Outras organizações relataram crimes cometidos pelo M23 desde o início da ofensiva, em Janeiro.
Em Maio, a Amnistia Internacional afirmou que os rebeldes mataram, torturaram e forçaram o desaparecimento de detidos, mantiveram alguns como reféns e os submeteram a condições desumanas em locais de detenção em Goma e Baucau, a capital da província do Kivu do Sul, controlada pelo M23.
“As declarações públicas do M23 sobre trazer ordem ao leste da RDC mascaram o tratamento horrível que dispensam aos detidos,” Tigere Chagutah, director regional da organização de direitos humanos para a África Oriental e Austral, disse num comunicado. “Eles punem brutalmente aqueles que acreditam ser seus opositores e intimidam os outros, para que ninguém ouse desafiá-los.”
Um outro relatório da Amnistia Internacional, publicado em Março, afirma que combatentes do M23 invadiram hospitais em Goma à procura de soldados congoleses feridos e levaram 130 pessoas, incluindo profissionais de saúde. Muitos foram torturados e alguns continuam desaparecidos.

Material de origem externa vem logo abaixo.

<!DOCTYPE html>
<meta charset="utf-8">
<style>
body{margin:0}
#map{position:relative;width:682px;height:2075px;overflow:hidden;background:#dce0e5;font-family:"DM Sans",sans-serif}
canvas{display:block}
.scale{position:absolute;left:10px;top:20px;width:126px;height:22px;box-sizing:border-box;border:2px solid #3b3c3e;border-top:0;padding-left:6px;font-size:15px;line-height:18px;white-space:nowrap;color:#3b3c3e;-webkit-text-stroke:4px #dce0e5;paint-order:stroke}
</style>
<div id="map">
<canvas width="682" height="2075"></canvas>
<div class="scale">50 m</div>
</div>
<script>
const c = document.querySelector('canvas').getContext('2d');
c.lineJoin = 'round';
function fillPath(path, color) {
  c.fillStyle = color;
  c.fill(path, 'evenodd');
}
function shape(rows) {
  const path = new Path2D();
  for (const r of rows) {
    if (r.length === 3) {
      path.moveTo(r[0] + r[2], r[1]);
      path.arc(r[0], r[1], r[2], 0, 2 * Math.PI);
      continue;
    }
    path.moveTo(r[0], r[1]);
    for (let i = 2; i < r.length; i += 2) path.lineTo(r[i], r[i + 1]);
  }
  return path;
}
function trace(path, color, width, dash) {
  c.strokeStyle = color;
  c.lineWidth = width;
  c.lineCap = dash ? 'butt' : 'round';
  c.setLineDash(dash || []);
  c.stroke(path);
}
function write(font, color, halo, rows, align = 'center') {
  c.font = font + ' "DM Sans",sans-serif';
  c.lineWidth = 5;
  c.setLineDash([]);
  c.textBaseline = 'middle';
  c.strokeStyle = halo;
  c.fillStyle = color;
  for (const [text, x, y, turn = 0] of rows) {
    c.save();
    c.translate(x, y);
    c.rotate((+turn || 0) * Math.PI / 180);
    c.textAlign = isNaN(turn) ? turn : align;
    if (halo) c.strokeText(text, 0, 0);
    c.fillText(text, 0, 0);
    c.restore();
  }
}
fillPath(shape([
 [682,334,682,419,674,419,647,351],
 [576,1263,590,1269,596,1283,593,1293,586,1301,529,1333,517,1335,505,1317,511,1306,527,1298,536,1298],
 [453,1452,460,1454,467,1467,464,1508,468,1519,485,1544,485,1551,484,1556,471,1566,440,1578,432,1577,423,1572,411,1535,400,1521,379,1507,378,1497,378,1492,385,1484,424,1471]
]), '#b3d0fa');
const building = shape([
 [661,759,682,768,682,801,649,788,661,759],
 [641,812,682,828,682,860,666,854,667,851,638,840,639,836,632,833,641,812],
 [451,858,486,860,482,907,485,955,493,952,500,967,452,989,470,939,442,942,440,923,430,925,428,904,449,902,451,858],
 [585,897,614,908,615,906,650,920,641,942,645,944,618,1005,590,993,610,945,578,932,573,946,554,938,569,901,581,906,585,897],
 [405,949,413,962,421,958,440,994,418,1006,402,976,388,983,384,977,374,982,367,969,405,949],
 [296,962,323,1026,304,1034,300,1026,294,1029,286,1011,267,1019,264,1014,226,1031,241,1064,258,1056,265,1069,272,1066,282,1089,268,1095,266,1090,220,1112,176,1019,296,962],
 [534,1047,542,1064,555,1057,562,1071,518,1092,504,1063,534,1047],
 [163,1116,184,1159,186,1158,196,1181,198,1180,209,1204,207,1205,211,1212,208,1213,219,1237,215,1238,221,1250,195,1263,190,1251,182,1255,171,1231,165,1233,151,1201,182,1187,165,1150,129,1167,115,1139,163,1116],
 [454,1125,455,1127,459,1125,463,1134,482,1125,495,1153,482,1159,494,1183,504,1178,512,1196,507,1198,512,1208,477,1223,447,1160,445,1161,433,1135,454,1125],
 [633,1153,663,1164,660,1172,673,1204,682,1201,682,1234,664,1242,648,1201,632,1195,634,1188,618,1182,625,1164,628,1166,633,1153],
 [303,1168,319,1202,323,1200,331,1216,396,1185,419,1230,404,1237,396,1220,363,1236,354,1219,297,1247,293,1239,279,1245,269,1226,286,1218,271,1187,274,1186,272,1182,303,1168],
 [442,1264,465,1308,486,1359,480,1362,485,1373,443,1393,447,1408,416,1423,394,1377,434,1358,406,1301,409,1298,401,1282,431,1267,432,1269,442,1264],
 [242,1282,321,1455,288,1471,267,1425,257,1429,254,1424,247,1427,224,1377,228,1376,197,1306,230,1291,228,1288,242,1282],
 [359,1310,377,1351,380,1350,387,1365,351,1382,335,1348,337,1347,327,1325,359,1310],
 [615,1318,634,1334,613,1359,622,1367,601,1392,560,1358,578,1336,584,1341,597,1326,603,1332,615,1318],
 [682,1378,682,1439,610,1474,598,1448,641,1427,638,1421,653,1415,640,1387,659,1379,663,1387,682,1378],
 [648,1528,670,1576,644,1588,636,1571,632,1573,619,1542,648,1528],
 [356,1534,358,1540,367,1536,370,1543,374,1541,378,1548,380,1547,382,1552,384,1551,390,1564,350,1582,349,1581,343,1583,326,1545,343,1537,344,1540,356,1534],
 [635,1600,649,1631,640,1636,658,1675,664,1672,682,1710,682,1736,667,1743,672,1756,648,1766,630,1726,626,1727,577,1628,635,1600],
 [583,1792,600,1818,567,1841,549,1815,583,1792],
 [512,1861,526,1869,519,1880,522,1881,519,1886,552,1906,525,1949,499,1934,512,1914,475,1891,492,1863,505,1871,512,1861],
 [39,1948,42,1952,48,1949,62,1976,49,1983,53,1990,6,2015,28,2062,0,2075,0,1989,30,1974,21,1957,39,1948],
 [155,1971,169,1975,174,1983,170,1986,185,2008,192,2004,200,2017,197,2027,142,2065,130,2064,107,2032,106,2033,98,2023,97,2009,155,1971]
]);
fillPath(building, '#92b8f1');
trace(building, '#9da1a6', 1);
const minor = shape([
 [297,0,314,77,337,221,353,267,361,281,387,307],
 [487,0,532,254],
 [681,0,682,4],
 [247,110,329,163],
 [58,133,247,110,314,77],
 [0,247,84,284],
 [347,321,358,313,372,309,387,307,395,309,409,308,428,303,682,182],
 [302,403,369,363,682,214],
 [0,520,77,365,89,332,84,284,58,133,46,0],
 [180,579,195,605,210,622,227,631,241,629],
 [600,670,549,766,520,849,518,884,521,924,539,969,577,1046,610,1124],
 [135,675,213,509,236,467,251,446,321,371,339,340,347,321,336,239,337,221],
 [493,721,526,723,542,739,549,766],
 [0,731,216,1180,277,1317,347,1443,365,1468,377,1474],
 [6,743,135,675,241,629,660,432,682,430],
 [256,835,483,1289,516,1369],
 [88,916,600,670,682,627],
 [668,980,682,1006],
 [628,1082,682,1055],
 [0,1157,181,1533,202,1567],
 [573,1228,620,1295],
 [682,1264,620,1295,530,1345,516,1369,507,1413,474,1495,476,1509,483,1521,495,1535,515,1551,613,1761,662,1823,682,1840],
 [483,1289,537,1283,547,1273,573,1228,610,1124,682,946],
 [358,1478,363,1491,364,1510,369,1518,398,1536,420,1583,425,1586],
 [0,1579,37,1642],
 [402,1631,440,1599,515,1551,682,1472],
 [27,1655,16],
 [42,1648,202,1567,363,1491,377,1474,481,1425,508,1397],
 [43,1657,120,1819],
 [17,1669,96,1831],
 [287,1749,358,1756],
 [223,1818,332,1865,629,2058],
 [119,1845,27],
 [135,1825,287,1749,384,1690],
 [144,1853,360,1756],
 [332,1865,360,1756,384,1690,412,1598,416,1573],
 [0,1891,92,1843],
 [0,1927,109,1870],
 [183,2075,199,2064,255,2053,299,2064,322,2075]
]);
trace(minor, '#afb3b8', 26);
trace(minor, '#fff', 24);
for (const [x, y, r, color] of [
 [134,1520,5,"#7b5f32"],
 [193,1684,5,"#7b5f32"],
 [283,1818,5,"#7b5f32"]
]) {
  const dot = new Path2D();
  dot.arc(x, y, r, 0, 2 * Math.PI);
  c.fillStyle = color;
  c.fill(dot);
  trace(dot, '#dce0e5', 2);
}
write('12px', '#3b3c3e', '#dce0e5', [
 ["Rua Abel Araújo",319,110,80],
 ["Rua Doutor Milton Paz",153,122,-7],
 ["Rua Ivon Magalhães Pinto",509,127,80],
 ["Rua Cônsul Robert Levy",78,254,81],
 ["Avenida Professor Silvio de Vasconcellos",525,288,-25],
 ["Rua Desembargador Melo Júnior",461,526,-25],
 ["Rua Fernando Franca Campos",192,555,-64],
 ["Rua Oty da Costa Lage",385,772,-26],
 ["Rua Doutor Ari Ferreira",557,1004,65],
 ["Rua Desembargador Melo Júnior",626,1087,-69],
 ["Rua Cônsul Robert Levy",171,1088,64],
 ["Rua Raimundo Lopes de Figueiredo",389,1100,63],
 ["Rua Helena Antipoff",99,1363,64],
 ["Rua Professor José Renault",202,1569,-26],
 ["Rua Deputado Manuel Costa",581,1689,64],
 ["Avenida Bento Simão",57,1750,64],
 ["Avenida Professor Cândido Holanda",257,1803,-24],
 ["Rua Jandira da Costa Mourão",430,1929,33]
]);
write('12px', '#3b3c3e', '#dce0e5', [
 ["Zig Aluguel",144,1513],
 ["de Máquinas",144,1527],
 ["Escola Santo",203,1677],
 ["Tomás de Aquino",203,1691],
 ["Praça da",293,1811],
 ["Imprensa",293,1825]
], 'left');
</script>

O UNICEF, agência da ONU para a infância, informou que o número de casos de violação tratados em 42 centros de saúde no leste da RDC aumentou cinco vezes em Fevereiro, descrevendo-o como a pior violência sexual em anos. Quase um terço das vítimas eram crianças, disse a agência. Num caso, uma mãe disse que homens armados à procura de comida violaram as suas seis filhas, incluindo a mais nova, de 12 anos.
Especialistas dizem que o M23 provavelmente continuará a enfrentar desafios em Goma, pois não tem capacidade para garantir a segurança das grandes cidades.

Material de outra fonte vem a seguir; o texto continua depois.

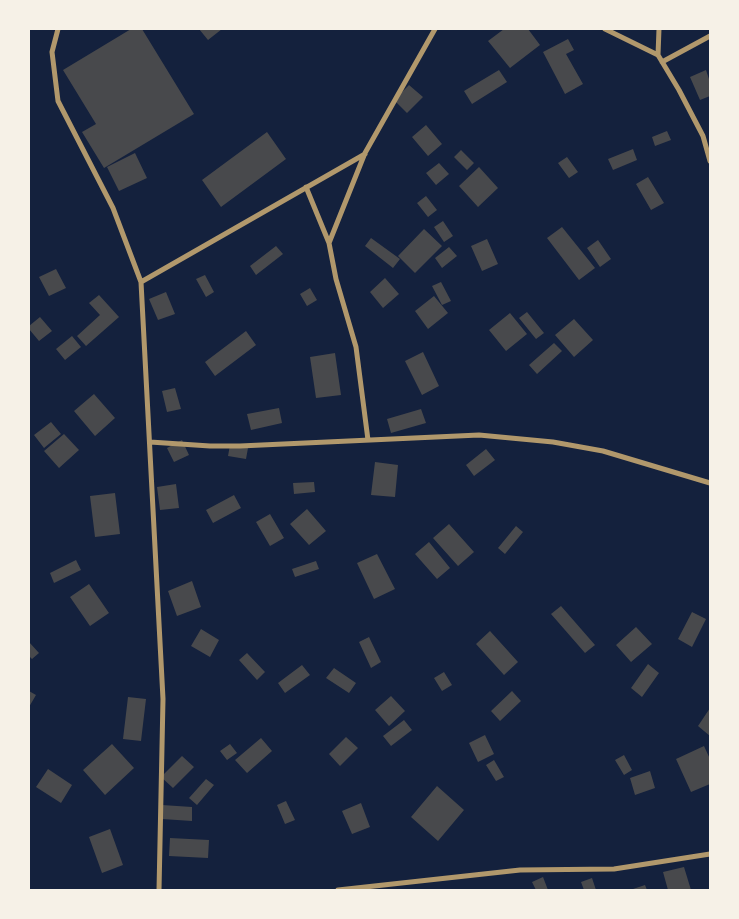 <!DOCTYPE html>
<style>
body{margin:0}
#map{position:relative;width:739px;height:919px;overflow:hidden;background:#14213d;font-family:"Public Sans",sans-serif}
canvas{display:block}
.frame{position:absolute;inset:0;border:30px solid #f6f1e7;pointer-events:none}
</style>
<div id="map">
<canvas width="739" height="919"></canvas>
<div class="frame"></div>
</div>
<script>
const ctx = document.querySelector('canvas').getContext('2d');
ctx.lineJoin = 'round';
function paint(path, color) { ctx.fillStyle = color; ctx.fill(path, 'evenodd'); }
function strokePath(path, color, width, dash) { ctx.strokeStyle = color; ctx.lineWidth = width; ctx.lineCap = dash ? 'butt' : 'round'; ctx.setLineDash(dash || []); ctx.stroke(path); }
paint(new Path2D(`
 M 131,29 L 142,29 L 194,114 L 104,168 L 82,132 L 96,124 L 63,70 Z
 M 199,29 L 222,29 L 208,40 Z
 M 504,29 L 528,29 L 540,45 L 510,68 L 488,41 Z
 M 568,39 L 574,50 L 566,54 L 583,84 L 565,94 L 543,52 Z
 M 499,70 L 507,82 L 472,104 L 464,91 Z
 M 706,70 L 710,82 L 710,96 L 700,100 L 690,77 Z
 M 409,85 L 423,97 L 407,113 L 394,100 Z
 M 426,125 L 442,144 L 428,156 L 412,137 Z
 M 667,131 L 671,140 L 655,146 L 652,137 Z
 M 267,132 L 286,159 L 221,207 L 202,180 Z
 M 633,149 L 637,160 L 613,170 L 608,159 Z
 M 461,150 L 474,163 L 467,170 L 454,157 Z
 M 135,153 L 147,178 L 119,191 L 107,167 Z
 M 567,157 L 578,172 L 569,178 L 558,163 Z
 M 439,163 L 449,174 L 436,185 L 426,173 Z
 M 479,167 L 498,188 L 478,207 L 459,186 Z
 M 648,177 L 664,203 L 651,210 L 636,184 Z
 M 426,196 L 437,210 L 428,217 L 417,203 Z
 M 443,221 L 453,236 L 444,242 L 434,227 Z
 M 562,227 L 595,268 L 579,280 L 547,238 Z
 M 424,229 L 442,246 L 415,273 L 398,256 Z
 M 371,238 L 400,259 L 393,268 L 365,246 Z
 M 487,239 L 498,264 L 482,271 L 471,246 Z
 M 598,240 L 611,259 L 600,267 L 587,248 Z
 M 276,246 L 283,254 L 256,275 L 250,266 Z
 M 449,247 L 457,256 L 442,268 L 435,258 Z
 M 56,269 L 66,288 L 49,296 L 39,277 Z
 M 205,275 L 214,292 L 206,297 L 196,279 Z
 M 385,278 L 399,294 L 383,308 L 370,292 Z
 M 441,282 L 451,301 L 442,305 L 432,286 Z
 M 310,288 L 317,300 L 307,306 L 300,294 Z
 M 166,292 L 175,314 L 158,320 L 149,299 Z
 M 99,295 L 119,317 L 86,346 L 77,336 L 100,315 L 89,303 Z
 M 434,296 L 448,313 L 428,329 L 415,311 Z
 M 527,312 L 544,333 L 536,339 L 519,318 Z
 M 510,313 L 527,334 L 506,351 L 489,330 Z
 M 40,317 L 52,331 L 39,341 L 29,329 L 29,326 Z
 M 574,319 L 593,340 L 574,357 L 555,335 Z
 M 246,331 L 256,345 L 215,376 L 205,362 Z
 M 72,336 L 81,347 L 65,360 L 56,349 Z
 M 554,343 L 562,351 L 537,374 L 529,365 Z
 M 423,352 L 439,386 L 422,395 L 405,361 Z
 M 335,353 L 341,395 L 316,398 L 310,357 Z
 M 175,388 L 181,409 L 167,412 L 162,391 Z
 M 94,394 L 115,418 L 95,436 L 74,411 Z
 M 279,408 L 282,423 L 251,430 L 247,414 Z
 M 421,409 L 426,423 L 391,433 L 387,419 Z
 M 51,422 L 61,434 L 44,448 L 34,435 Z
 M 64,434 L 79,450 L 59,468 L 44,451 Z
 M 182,440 L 189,455 L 174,462 L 167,448 Z
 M 230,445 L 248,448 L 246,459 L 228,456 Z
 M 486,449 L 495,460 L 474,476 L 466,465 Z
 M 375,462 L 398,465 L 395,497 L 371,495 Z
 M 314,482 L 315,492 L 294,494 L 293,483 Z
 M 176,484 L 179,508 L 160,510 L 157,487 Z
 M 115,493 L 120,534 L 95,537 L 90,496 Z
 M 234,495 L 241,508 L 213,523 L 206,510 Z
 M 307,509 L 326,531 L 309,545 L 290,524 Z
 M 270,514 L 284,538 L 270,546 L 256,522 Z
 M 449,524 L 474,552 L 458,566 L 433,538 Z
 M 516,526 L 523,532 L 505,554 L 498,548 Z
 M 429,542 L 450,568 L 437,579 L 415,554 Z
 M 377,554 L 395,589 L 374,599 L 357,563 Z
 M 76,560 L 81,570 L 54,583 L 50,573 Z
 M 316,561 L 319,569 L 295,577 L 292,569 Z
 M 192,581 L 201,607 L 177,616 L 168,591 Z
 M 89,584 L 109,613 L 90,626 L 70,597 Z
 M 561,606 L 595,645 L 585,653 L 551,614 Z
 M 692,612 L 706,619 L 692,647 L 678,639 Z
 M 636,627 L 652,644 L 631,662 L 616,645 Z
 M 201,629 L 219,640 L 210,657 L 191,646 Z
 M 490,631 L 518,662 L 504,675 L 476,644 Z
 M 369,637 L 381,662 L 371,668 L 359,642 Z
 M 29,642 L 39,653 L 32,659 L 29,656 Z
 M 247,653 L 265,672 L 257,680 L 239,660 Z
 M 648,664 L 659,673 L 642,697 L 631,688 Z
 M 302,665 L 310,675 L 285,693 L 278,683 Z
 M 334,668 L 356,683 L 349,693 L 326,678 Z
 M 444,672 L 452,685 L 442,691 L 434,678 Z
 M 29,691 L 36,695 L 29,707 Z
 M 512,691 L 521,701 L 500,721 L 491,711 Z
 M 391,696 L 405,711 L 389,726 L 375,710 Z
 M 128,697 L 146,699 L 141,741 L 123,739 Z
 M 710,708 L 710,736 L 698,726 Z
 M 404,720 L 412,730 L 391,746 L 383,736 Z
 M 485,735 L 494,754 L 478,762 L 469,743 Z
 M 346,737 L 358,748 L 340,766 L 329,754 Z
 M 261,738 L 272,751 L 247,773 L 235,760 Z
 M 112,744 L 134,768 L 105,795 L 83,770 Z
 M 230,744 L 237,753 L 227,760 L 220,751 Z
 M 704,746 L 710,759 L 710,784 L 691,792 L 676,759 Z
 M 624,755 L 632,770 L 624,775 L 615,760 Z
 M 182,756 L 194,767 L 173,788 L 161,777 Z
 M 494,760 L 504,777 L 496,781 L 486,765 Z
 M 48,769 L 72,785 L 61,803 L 36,787 Z
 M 650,771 L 655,788 L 635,795 L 630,778 Z
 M 206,779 L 214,785 L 197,805 L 189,798 Z
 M 437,786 L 464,810 L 438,841 L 411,817 Z
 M 286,801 L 295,820 L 285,824 L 277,805 Z
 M 361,803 L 370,827 L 352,834 L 342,811 Z
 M 162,805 L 192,807 L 192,821 L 162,819 Z
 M 110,829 L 123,865 L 102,873 L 89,837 Z
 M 170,838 L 209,840 L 208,858 L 169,856 Z
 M 684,867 L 691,890 L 668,890 L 663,872 Z
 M 543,877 L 548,890 L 536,890 L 532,882 Z
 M 592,878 L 596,890 L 584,890 L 581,882 Z
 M 645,885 L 647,890 L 630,890 Z`), '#48494c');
strokePath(new Path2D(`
 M 58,29 L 52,52 L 58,101 L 113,208 L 141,282 L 163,699 L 159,890
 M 605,29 L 658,55 L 679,90 L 703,136 L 710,161
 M 658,55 L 659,29
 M 662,62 L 710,36
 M 306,187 L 329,243
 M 141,282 L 365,154
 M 368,440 L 356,347 L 336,279 L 329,243 L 365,153 L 435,29
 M 150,442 L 210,446 L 240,446 L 479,435 L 553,442 L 603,451 L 710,483
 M 338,890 L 520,870 L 614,869 L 710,854`), '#b1986c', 5);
</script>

“Goma e suas áreas periféricas enfrentam insegurança persistente desde que o M23 a capturou,” escreveram dois analistas na edição de 29 de Maio do Africa File, do Critical Threats Project. “Um grande número de combatentes Wazalendo e tropas das FARDC misturaram-se com a população em Goma em Janeiro e contribuíram para o aumento dos crimes violentos após o M23 capturar a cidade.”
Os residentes locais descrevem um estado de quase anarquia nos centros das cidades, onde gangues de homens armados, alguns fugitivos das prisões locais, atacam civis usando armas deixadas pelo exército.
“Antes, havia má governança, mas éramos livres,” um jovem residente de Goma disse à BBC. “Havia desvio de dinheiro. Havia má gestão e nós nos manifestávamos contra isso. Tivemos a oportunidade de ir a tribunal. Hoje, há má governação, mas vivemos no terror e no silêncio.”